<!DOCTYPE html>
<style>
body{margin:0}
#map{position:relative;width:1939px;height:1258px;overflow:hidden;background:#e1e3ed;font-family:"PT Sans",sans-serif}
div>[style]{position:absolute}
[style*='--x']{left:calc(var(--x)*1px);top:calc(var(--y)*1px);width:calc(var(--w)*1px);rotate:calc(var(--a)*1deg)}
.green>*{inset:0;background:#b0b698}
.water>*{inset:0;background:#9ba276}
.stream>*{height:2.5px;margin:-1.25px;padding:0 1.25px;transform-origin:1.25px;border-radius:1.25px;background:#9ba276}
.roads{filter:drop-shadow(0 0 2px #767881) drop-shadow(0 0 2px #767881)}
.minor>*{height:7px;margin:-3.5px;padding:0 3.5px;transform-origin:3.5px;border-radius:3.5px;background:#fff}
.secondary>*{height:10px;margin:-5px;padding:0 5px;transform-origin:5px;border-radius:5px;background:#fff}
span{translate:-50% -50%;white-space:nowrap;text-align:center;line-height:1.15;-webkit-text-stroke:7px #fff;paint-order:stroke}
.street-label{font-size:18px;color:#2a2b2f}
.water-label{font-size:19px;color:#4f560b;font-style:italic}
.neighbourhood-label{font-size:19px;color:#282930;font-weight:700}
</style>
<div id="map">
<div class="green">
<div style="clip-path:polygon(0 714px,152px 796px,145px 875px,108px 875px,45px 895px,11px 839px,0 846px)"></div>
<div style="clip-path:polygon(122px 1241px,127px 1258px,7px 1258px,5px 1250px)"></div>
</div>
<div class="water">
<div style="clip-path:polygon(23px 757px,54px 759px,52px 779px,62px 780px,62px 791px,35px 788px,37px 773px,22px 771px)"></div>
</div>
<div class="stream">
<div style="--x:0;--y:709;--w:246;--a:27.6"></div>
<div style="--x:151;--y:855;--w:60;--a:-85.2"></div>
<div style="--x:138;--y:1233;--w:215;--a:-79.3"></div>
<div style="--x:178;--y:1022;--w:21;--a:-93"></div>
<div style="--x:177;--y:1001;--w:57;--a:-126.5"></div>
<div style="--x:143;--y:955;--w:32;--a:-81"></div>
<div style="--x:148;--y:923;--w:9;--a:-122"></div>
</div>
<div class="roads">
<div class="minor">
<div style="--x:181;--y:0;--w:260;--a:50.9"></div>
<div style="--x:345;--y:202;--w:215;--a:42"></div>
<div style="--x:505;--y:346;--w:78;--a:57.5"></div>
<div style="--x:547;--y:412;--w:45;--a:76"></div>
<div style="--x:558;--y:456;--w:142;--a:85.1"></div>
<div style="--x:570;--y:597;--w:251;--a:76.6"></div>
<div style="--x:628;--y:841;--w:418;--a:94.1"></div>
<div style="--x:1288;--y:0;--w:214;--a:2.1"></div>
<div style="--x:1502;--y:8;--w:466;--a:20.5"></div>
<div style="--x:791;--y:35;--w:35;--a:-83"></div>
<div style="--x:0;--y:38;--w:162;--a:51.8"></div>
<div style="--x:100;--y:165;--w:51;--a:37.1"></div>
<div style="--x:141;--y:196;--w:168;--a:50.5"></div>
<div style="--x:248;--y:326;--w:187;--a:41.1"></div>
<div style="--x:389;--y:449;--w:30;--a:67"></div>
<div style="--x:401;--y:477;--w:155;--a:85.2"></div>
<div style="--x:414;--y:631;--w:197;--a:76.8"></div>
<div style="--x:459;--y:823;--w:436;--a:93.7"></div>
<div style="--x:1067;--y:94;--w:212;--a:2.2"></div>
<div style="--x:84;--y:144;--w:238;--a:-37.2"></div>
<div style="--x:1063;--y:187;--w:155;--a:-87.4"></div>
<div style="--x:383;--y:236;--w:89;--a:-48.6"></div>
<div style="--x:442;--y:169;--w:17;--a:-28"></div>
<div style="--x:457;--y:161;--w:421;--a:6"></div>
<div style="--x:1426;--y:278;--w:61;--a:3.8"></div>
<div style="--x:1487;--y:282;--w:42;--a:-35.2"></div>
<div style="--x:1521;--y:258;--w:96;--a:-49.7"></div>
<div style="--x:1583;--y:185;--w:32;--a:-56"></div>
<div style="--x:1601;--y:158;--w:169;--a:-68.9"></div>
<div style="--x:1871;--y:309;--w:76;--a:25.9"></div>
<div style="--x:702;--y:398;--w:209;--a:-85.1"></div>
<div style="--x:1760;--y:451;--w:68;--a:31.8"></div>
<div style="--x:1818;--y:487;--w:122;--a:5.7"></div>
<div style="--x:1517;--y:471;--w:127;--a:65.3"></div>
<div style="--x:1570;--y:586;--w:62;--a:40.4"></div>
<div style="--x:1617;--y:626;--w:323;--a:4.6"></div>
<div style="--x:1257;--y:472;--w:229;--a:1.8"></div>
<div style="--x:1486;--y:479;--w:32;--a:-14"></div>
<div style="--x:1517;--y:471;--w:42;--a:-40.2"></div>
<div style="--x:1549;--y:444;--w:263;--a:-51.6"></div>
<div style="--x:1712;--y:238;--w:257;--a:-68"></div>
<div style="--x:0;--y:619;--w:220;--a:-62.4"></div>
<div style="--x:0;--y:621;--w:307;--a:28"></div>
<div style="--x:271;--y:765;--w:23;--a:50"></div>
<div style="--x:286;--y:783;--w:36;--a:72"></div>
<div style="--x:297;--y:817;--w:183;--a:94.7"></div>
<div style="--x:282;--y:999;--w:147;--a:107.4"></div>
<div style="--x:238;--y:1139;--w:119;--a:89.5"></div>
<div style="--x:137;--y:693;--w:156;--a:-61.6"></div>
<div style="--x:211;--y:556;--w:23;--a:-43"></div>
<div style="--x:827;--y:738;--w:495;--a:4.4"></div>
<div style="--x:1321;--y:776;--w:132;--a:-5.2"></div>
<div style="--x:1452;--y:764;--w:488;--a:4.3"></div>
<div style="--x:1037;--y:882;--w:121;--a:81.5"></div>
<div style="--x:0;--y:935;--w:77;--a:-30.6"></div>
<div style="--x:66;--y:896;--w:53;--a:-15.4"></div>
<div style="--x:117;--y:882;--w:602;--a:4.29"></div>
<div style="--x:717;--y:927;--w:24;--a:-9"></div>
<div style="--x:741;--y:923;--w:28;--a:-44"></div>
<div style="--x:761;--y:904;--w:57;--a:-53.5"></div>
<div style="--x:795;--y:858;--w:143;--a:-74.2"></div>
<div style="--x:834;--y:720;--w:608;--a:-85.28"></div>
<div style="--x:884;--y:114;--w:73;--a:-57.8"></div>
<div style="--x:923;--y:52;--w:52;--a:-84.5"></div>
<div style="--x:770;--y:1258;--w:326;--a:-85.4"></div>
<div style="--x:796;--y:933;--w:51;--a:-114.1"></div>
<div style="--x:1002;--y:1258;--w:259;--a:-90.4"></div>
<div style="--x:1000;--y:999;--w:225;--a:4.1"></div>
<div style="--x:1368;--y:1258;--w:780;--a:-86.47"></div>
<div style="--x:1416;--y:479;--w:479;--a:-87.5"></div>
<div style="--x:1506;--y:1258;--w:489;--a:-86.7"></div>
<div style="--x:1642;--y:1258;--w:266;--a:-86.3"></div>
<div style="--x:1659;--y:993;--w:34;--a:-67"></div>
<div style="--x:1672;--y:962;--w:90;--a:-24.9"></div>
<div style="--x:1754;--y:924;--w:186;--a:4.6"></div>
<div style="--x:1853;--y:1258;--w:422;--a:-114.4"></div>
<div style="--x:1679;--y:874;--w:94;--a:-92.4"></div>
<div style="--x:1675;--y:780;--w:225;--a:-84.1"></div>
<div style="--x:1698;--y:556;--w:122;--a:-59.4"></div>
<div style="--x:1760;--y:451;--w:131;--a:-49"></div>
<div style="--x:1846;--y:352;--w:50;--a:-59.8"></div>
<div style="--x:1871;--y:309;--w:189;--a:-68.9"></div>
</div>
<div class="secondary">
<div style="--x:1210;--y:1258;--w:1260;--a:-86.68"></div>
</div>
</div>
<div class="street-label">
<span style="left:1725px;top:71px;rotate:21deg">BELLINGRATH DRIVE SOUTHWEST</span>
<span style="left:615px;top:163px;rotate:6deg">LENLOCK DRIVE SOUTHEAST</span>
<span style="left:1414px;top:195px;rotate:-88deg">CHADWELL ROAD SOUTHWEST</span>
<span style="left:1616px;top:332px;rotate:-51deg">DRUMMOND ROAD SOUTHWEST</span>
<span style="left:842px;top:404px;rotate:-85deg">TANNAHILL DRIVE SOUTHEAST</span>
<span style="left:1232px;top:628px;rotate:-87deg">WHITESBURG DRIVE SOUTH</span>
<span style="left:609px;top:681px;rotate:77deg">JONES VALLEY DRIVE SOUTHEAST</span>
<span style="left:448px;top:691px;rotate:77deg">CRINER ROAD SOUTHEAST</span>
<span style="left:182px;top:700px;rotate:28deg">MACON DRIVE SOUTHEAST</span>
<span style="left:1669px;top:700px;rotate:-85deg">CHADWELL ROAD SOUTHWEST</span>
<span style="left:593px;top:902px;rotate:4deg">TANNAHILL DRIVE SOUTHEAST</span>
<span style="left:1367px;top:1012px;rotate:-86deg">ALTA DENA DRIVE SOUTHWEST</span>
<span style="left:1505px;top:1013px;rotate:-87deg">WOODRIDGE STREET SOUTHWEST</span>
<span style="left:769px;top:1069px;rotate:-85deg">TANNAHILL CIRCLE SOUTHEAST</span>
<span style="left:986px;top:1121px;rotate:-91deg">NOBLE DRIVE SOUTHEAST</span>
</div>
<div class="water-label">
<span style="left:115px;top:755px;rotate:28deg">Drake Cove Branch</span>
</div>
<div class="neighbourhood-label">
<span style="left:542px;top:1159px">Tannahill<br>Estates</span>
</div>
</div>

========

Sift through the entries and copy every line with "stream".

.stream>*{height:2.5px;margin:-1.25px;padding:0 1.25px;transform-origin:1.25px;border-radius:1.25px;background:#9ba276}
<div class="stream">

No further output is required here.